Although there are several studies that suggested an added value of iodine quantification for lung nodule characterization [18, 21, 28, 29], one recent study indicated that in conventional CT, contrast-enhancement did not improve texture analysis-based subclassification of lung adenocarcinoma [30] which supports the results we found. Regarding the use of texture analysis of conventional CT, our results are in line with previous studies that reported an accurate nodule differentiation: for differentiation of metastatic and benign lung nodules, Cho et al. reported an AUC of 0.86 [17]. Other studies particularly elucidated the potential of entropy and the absence of uniformity for differentiation between benign nodules and adenocarcinoma [15, 16] or prognostic evaluation of lung cancer [31]. In accordance with their results, entropy derived from conventional images was higher in pulmonary metastases in our study and it was the most powerful feature for nodule differentiation; also, it was the most powerful iodine-derived feature.

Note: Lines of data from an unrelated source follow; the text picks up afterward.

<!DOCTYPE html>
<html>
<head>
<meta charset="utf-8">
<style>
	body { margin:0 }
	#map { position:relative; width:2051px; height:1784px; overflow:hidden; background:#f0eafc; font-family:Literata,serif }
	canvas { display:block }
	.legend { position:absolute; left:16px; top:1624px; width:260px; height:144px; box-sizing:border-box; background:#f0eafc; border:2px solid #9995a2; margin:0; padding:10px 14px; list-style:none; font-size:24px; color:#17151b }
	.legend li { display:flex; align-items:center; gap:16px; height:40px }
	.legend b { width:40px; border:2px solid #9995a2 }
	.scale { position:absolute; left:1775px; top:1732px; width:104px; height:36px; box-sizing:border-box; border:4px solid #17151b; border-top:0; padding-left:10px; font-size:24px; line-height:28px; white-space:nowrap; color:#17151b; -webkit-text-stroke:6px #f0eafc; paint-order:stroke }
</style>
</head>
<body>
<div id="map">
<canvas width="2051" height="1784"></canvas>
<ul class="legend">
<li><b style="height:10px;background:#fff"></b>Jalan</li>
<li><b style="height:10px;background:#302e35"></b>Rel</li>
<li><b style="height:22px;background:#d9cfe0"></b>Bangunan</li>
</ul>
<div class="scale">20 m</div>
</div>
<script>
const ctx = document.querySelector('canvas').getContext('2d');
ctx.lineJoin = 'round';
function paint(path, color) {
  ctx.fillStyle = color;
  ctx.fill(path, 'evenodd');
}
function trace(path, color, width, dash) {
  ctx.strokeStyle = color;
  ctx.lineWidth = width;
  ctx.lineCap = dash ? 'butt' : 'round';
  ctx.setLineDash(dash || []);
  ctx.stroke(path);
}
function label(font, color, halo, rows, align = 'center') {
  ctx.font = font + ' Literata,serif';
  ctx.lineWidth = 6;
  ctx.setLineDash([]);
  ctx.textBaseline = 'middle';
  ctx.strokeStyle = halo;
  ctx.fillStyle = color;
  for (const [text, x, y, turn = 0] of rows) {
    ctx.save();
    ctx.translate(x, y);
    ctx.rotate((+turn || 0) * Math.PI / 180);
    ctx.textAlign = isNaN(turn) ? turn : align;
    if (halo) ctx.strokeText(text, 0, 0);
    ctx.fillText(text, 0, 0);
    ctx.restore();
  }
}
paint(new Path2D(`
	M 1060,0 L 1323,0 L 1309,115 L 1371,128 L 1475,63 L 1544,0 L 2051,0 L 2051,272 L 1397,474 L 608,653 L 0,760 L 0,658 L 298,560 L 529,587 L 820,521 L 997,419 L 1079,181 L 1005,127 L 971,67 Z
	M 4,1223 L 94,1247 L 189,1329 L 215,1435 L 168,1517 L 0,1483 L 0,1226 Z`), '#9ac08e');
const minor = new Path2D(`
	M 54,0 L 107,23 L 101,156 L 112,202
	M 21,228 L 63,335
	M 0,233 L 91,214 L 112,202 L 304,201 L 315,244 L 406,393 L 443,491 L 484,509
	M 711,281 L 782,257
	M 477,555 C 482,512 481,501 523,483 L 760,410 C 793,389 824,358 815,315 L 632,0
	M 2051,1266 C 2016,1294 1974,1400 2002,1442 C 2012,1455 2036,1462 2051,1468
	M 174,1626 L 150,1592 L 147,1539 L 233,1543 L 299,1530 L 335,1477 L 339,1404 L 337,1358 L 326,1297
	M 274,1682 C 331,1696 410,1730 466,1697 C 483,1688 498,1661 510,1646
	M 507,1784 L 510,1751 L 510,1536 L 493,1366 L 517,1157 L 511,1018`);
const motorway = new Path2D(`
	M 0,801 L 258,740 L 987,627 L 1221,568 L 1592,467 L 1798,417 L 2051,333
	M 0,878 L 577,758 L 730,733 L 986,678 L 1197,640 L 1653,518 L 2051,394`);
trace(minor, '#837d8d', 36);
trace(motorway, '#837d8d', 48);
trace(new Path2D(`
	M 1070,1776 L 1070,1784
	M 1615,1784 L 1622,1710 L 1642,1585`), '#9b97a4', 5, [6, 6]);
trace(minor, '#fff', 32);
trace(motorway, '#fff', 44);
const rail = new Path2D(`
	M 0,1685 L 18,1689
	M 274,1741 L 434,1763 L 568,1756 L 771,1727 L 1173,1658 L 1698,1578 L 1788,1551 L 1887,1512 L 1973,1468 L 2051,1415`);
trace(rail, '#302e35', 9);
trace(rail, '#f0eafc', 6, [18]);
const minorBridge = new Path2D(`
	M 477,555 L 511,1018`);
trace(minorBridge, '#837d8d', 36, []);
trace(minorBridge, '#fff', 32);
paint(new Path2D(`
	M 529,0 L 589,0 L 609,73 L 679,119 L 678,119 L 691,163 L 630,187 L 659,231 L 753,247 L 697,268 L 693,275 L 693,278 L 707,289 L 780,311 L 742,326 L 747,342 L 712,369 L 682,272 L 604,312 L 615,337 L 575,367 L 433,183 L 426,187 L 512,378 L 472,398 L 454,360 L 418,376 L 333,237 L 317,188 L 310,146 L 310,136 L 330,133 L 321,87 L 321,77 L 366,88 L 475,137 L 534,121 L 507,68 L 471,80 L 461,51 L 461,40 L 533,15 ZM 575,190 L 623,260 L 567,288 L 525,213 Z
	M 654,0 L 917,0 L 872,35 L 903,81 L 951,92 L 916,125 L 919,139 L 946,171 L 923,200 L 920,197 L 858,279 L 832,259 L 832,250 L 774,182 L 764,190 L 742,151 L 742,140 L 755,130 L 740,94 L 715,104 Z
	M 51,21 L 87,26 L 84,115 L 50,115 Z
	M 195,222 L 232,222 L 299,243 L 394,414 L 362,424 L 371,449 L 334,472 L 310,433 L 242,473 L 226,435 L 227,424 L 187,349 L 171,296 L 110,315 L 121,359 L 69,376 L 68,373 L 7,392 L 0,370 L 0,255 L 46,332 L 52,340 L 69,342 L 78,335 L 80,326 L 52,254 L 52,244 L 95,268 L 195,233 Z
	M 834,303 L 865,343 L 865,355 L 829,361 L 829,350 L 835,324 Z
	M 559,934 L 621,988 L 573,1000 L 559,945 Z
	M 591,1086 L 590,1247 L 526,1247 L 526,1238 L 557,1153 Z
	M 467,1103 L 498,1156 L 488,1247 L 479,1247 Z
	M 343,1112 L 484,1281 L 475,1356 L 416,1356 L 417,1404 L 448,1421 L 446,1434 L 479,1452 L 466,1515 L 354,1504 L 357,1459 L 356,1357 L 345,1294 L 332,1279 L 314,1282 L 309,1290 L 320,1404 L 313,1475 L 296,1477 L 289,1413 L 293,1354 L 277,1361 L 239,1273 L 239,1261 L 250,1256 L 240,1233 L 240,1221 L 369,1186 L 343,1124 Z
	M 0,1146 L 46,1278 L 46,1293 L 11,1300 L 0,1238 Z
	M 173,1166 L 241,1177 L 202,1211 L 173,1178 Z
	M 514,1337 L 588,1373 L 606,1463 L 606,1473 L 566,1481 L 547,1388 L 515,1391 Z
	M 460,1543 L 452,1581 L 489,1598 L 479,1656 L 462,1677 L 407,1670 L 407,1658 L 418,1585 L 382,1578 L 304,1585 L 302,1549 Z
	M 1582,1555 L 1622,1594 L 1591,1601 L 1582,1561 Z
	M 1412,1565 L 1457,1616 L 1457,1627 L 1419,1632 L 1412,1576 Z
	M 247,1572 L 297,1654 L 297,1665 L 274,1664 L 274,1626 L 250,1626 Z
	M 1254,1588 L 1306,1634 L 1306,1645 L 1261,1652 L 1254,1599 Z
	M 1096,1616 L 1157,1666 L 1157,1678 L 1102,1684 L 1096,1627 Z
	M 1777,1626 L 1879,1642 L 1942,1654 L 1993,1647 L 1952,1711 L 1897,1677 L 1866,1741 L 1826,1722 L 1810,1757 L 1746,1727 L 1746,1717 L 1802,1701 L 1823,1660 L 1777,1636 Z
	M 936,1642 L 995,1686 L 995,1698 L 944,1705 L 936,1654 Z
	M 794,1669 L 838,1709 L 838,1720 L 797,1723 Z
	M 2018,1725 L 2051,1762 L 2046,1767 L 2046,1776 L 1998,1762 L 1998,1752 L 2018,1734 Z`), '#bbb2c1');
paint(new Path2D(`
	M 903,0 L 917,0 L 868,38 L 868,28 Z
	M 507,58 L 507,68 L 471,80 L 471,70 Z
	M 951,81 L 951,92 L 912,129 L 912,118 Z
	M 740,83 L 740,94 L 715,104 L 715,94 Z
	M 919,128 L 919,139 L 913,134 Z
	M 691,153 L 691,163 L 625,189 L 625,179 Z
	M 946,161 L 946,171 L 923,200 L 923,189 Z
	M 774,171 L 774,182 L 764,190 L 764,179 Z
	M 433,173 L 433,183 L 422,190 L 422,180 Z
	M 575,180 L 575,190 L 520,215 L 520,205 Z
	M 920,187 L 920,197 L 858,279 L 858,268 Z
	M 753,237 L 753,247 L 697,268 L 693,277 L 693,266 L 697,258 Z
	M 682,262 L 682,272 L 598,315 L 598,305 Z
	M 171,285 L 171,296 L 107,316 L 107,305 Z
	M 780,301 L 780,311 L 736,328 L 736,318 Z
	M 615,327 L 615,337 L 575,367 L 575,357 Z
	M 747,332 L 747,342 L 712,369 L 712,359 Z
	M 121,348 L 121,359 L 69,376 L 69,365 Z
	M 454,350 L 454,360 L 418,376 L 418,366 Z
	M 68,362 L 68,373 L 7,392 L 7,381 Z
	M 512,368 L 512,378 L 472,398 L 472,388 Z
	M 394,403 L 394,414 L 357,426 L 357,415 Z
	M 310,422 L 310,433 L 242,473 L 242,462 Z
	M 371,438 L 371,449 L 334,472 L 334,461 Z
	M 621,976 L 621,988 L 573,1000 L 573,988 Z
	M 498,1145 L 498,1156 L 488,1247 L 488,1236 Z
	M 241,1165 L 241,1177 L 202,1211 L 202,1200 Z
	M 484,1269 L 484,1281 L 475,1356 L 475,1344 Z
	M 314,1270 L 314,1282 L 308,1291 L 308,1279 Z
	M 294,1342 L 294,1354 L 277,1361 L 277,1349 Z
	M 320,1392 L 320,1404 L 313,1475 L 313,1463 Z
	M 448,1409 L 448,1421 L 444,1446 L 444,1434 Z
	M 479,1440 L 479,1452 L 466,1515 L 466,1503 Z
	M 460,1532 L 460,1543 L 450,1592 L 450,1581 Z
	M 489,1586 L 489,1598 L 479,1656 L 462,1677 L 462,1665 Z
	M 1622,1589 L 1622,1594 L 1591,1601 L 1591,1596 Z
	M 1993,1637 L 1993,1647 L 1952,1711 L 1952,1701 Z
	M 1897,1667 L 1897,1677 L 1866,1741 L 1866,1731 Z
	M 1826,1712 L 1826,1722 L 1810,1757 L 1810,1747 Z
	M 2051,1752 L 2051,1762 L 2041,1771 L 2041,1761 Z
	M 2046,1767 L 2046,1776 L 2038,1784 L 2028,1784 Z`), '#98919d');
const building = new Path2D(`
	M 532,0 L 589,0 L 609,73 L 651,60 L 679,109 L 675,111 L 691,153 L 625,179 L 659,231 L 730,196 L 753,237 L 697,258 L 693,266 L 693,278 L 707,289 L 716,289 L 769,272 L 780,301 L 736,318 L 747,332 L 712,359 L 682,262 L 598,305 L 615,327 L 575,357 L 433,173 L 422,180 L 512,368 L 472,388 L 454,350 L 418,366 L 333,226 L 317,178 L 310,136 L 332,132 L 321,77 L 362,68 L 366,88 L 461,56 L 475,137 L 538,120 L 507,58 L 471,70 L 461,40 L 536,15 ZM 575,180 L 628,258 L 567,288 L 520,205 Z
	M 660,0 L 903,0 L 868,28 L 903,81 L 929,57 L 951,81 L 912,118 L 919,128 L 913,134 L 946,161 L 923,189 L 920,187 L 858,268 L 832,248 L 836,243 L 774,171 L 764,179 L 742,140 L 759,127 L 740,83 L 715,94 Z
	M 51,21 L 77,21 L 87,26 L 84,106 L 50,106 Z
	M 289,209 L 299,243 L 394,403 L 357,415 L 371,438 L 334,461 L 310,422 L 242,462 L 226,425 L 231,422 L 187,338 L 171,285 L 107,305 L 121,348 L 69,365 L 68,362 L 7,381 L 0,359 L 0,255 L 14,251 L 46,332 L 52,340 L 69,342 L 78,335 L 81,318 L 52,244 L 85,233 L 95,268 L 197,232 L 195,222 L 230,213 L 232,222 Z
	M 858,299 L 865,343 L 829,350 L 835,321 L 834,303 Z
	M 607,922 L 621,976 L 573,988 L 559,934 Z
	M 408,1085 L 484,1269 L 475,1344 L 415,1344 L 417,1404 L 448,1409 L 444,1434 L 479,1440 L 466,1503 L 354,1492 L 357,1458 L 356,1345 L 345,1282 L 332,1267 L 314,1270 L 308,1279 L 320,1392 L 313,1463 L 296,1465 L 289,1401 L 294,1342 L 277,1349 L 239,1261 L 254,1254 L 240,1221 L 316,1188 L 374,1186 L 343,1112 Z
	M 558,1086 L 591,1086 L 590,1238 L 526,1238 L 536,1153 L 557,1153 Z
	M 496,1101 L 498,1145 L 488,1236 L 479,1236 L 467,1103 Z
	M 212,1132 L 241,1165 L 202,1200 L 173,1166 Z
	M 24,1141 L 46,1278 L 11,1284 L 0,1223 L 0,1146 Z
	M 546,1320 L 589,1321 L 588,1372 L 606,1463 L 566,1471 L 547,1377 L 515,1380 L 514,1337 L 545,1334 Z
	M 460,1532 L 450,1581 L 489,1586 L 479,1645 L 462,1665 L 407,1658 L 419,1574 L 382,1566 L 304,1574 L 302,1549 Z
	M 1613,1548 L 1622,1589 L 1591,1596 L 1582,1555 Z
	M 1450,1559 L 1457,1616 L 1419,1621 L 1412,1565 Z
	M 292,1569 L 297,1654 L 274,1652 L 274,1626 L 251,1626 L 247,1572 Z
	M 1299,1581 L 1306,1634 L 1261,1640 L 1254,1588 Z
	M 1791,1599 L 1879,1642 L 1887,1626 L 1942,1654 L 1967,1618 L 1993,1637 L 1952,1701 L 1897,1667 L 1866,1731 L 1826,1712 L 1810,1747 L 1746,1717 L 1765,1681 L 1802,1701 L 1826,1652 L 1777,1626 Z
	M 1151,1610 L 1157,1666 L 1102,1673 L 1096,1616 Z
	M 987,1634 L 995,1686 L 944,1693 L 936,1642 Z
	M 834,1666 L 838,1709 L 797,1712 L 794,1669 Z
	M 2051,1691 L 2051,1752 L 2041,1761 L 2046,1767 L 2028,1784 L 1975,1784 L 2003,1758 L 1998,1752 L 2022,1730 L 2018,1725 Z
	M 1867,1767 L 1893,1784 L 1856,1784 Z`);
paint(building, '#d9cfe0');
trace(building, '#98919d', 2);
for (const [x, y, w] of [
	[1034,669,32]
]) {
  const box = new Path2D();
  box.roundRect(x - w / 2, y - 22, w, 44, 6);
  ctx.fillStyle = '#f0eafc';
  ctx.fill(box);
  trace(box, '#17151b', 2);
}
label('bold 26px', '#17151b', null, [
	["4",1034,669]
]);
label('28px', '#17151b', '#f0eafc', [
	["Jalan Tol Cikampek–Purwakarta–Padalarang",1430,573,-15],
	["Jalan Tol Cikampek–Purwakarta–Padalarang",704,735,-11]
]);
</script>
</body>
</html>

Our study is subject to several limitations that need to be addressed. First, we did not assess higher order texture features. As the combination of DECT-derived iodine maps and texture analysis has not been tested before for differentiation of benign and metastatic lung nodules, we wanted to focus on first order features as they were previously described as more robust compared to higher order features [23]; yet, subsequent studies with higher order features should be encouraged. Second, our study comprised a much larger number of lung metastases than benign nodules which introduces class imbalance. Third, histopathologic information was available only in a small proportion of nodules included which is owed to the limited number of patients that underwent biopsy especially in case of benign lung nodules. While the diagnosis of the metastatic nodules we included can be assumed to be relatively certain based on unequivocal changes in follow-up imaging and diagnosis of underlying diseases, the benign nodules often remained unspecified and will predominantly comprise granulomas, scar tissue from previous infections and hamartomas; despite long follow-up periods and refraining from including patients with known history of pulmonary metastases, a small number of non-vital metastatic residuals may have been present in this subgroup. However, this reflects the typical clinical scenario in oncological patients for which the non-invasive characterization is most important for individual optimized treatment planning. Last, most of the patients we included were diagnosed with oncologic diseases; this limits generalization to non-oncologic patients with low probability of lung nodule malignancy.

Conclusions

To conclude, our study revealed that KNN classification based on first order texture features improves differentiation of benign and metastatic lung nodules in contrast-enhanced staging SDCT of the chest compared to mono-parametric differentiation. Texture features derived from iodine maps did not significantly improve differentiation compared to the same features obtained from conventional images. Further investigation of possible underlying technical limitations of SDCT as well as analysis of other material-specific maps for lung nodule differentiation should be pursued.